YUNUS (A.S)
Kur’an’ı Kerim’de, Yunus(a.s)’ın kıssasına üç yerde temas edilir .Saffat suresinde on,Enbiya suresinde iki ,Yunus suresinde de bir yerde açıklamada bulunulur. “Doğrusu Yunus da peygamberlerdendir. Dolu bir gemiye kaçmıştı.Gemide olanlarda karşılıklı kura çekmiş ve sonuçta yenilenlerden olmuştu, bu sebeple de denize atılmıştı. Kendini kınarken onu bir balık yutmuştu. Eğer Allah’ı tesbih edenlerden olmasaydı tekrar diriltileceği güne kadar balığın karnında kalacaktı. Halsiz bir durumda iken kendisini sahile çıkardık. Onun için geniş yapraklı bir bitki yetiştirdik. Onu yüzbinden daha çok kişiye peygamber olarak gönderdik.Sonunda da inandılar .Bunun üzerine biz de onları bir süreye kadar geçindirdik.(bkz.saffat 139-148)
Yunus suresindeki ayette ,onun kavminden bahsedilmiş,saffat suresinde gemiye binişi ,kurada yenik düşmesi, denize atılması,balık tarafından yutulması ,tesbih ehlinden olduğu için kurtarılışı, Enbiya suresindeki ayetlerde ise onun öfkeli olarak kavminden ayrılışı,karanlıklar içinde (balık karnında ) Allah’a münacaat edişi , Allah’ın da bu münacatı kabul edip onu kurtarışı anlatılmaktadır.
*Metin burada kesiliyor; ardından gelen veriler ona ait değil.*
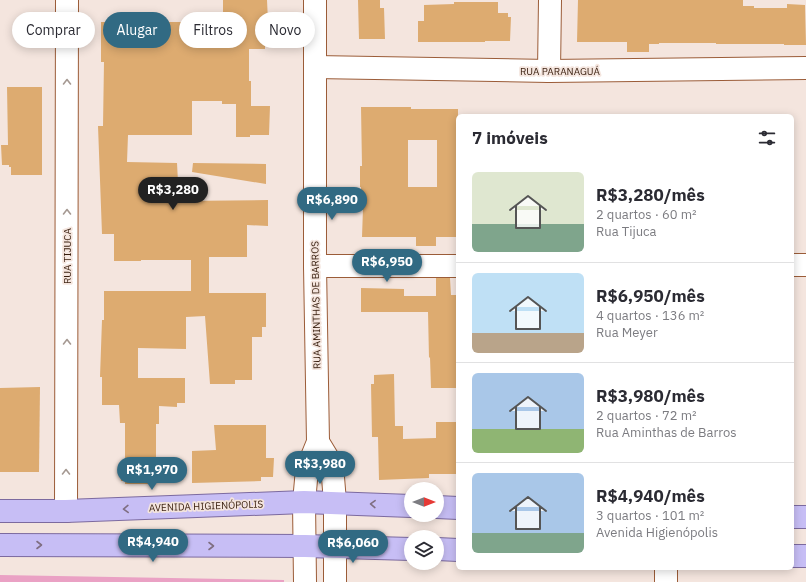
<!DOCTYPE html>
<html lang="pt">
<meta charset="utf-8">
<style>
:root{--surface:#fff;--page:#f7f7f7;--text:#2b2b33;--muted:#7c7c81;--line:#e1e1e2;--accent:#316a83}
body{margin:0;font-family:"IBM Plex Sans",sans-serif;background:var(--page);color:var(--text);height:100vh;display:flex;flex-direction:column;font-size:15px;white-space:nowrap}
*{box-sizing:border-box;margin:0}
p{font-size:13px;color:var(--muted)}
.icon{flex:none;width:22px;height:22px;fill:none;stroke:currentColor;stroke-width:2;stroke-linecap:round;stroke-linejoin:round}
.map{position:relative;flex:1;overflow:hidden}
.details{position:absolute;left:456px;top:114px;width:338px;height:456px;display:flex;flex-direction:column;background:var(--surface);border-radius:6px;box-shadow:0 2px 10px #0003}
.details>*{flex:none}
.top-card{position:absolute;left:12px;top:12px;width:380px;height:36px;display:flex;gap:8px}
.needle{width:26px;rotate:90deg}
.fabs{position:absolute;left:404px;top:482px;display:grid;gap:8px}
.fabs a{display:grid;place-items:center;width:40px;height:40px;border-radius:50%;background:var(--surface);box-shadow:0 2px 10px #0003;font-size:20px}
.price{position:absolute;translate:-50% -34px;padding:0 9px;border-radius:14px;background:var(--accent);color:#fff;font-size:13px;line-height:26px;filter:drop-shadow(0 1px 2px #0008)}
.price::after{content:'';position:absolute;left:50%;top:24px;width:12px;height:9px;margin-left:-6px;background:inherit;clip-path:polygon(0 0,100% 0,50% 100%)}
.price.on{background:#222;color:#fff}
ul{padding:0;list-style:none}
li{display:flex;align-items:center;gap:12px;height:100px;padding:0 16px}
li+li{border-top:1px solid var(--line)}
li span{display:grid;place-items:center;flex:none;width:112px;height:80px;border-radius:6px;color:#555}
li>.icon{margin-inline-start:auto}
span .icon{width:48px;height:48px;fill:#fffc;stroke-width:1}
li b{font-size:17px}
h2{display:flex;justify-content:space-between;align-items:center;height:48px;padding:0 16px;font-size:17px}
.tag{padding:0 14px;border-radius:18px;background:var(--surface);box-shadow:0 2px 10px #0003;font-size:14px;line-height:36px}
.tag.on{background:var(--accent);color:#fff}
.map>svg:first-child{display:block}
</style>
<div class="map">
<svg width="806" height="582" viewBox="0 0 806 582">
<rect width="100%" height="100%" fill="#f4e5de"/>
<polygon fill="#eaa1c4" points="0,575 284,580 284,582 0,582"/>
<g fill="#ddab70" fill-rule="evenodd">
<polygon points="223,0 267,0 268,21 265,21 265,49 249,49 249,81 251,81 251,106 270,106 269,135 250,135 250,137 236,137 236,104 222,104 222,101 192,101 192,135 128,135 127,162 177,163 179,201 268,200 268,226 247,225 247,257 209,257 209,293 266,293 266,327 262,327 262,337 252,337 252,380 235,380 235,384 210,384 205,316 186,317 186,349 138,348 138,378 185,378 185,403 177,403 177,407 159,406 159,424 156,424 156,484 125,484 125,481 121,481 120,463 125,462 125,423 120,423 119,405 102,405 102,377 100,377 102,320 104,320 104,291 191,291 191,260 141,260 141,261 114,261 114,234 102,234 98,126 103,126 104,62 101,62 101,22 223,22"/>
<polygon points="358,0 380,0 380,8 384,8 385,39 359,39"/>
<polygon points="578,0 743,0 743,6 754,6 754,8 787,8 787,4 805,5 806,45 784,45 784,44 716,44 716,43 659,43 659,44 649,44 649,52 627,52 627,42 577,42"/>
<polygon points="454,2 498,2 498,13 508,13 508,17 511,17 510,41 485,41 485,42 418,42 418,21 424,21 424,5 454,4"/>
<polygon points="7,87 42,87 42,175 11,175 11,167 9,167 9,165 2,165 1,145 8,145"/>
<path d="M361,107H411V109H458V237H436V246H416V237H362L363,208H361V187H360V166H362ZM408,140H437V187H408Z"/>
<polygon points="193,163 266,164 266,184 192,172"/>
<polygon points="436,278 450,278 451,295 458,295 458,388 431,388 430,357 429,358 428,312 361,312 361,288 404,289 404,296 436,296"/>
<polygon points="394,374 395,426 403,426 403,439 436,438 436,422 457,422 458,474 429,474 429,478 379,480 378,437 372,437 371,384 374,384 374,375"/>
<polygon points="40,387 39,472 0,472 0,388"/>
<polygon points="214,425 266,425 266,458 274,458 273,477 261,477 261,481 192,483 192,451 216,450"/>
</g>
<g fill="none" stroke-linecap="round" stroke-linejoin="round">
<g stroke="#9b5c38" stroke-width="24">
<g id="minor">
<polyline points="315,67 549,71 806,68"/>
<polyline points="549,71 550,0"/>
<polyline points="792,265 806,265"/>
<polyline points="315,266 458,266"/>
<polyline points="318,442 332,465 335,502 335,582"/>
<polyline points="66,511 67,0"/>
<polyline points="305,582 304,502 307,469 318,442 315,266 315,0"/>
<polyline points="666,582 666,568"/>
</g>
</g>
<g stroke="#7c6a9f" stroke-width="24">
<g id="major">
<polyline points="437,507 458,508"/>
<polyline points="0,511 66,511 304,502 411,506"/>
<polyline points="792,517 806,517"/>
<polyline points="0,545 305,546 411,549"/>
<polyline points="437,549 458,550"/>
<polyline points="792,556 806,556"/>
</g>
</g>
<use href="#minor" stroke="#fff" stroke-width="22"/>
<use href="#major" stroke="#c7bef5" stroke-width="22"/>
</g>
<defs><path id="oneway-chevron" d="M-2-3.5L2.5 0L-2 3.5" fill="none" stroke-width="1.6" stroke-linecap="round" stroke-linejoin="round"/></defs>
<g stroke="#a59992">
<use href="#oneway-chevron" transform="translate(67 82) rotate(-90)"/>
<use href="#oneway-chevron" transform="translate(67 212) rotate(-90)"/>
<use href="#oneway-chevron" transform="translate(67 342) rotate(-90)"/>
<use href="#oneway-chevron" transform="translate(66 472) rotate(-90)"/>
</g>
<g stroke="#7f6e81">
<use href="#oneway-chevron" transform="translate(373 504) rotate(-178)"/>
<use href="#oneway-chevron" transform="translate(126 509) rotate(178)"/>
<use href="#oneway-chevron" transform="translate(39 545)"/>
<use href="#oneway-chevron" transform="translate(211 546)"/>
</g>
<g text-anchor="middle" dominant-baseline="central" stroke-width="3.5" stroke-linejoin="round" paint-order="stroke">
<g font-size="10" fill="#371d0d" stroke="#f4e5de">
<text x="560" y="71">RUA PARANAGUÁ</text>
<text transform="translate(67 256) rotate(-90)">RUA TIJUCA</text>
<text transform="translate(316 305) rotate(-91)">RUA AMINTHAS DE BARROS</text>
<text transform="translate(206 506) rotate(-2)">AVENIDA HIGIENÓPOLIS</text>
</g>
</g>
</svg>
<div class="fabs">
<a><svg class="needle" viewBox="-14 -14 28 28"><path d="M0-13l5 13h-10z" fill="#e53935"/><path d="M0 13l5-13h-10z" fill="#7c7c81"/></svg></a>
<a><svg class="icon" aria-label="layers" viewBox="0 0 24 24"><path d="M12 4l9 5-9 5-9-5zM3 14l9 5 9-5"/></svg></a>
</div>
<b class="price on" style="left:173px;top:211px">R$3,280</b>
<b class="price" style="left:332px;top:221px">R$6,890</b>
<b class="price" style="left:387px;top:283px">R$6,950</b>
<b class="price" style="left:320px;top:485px">R$3,980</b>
<b class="price" style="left:152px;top:491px">R$1,970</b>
<b class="price" style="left:153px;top:563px">R$4,940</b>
<b class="price" style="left:353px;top:564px">R$6,060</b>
<div class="top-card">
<a class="tag">Comprar</a>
<a class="tag on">Alugar</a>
<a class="tag">Filtros</a>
<a class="tag">Novo</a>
</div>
<section class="details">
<h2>7 imóveis<svg class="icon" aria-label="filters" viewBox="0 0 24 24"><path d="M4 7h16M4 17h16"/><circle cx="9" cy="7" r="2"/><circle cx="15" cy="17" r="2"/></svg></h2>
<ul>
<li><span style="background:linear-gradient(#dfe7d0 65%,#7fa58c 0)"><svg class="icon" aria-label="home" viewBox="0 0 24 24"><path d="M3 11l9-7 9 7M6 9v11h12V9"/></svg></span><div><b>R$3,280/mês</b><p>2 quartos · 60 m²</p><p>Rua Tijuca</p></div></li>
<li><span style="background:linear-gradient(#bfe0f5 75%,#b9a48a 0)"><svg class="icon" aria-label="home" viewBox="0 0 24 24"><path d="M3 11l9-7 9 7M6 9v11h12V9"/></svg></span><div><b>R$6,950/mês</b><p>4 quartos · 136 m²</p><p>Rua Meyer</p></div></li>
<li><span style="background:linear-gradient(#a9c7e8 70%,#8fb573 0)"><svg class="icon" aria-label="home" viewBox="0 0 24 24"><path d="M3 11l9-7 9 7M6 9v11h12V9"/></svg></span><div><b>R$3,980/mês</b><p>2 quartos · 72 m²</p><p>Rua Aminthas de Barros</p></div></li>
<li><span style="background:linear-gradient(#a9c7e8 75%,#7fa58c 0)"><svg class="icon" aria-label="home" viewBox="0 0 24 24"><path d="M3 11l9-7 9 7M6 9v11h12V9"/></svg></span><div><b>R$4,940/mês</b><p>3 quartos · 101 m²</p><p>Avenida Higienópolis</p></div></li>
</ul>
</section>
</div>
Hz. Yunus’u ben nasıl yaşamalıyım?...Öncelikle halimizin haline çok benzediği ,çeşitli açılardan içinde bulunduğumuz durumların Yunus (a.s)’ın durumundan daha vahim olduğu bilip, Hz. Yunus gibi bütün sebeplerden yüzümüzü çevirip ,tüm sebepler zincirini elinde tutan Allah’a yönelerek “La ilâhe illâ ente sübhaneke inni küntü minezzalimin” demek olduğunu bilip,kesin olarak anlamalıyız ki, gaflet ve dalalet sebebiyle aleyhimize ittifak eden istikbâl, dünya ve hevâyi nefsin zararlarını def edecek olan yalnız o zat olabilir ki, istikbal emri altında ,dünya hükmü dairesinde ,nefsimiz idaresi tahtındadır.Hz.Yunus , yaptığı münacaat sayesinde balık onun için bir binek , deniz güzel bir sahra ,gece de mehtaplı bir hâl almıştır.Kurtuluşa ulaşmamız için Yunus (a.s) gibi Rabbimize sığınmalıyız. “Lâ ilâhe illa ente” cümlesi istikbâlimize, “sübhaneke” ifadesi dünyamıza , “inni küntü minezzalimin” fıkrasıyla, nefsimize , ilâhî merhamet nazarını celbetmeliyiz.Selâmet sahiline çıkmak için elimizi tutan “Yüce ele” sıkı sıkı sarılarak , bırakmamız istenilen hal ve davranışları bırakarak sahip olduğumuz güzelliklerin kıymetini bilerek necat bulmalıyız inşallah .
İLYAS (A.S)
Tasavvufta İlyas ,Hızır’ın karşıtı sayılır.İlyas; nebi , celâl ve kabz makamı ,Hızır ise veli ,ce- mal ve bast makamıdır.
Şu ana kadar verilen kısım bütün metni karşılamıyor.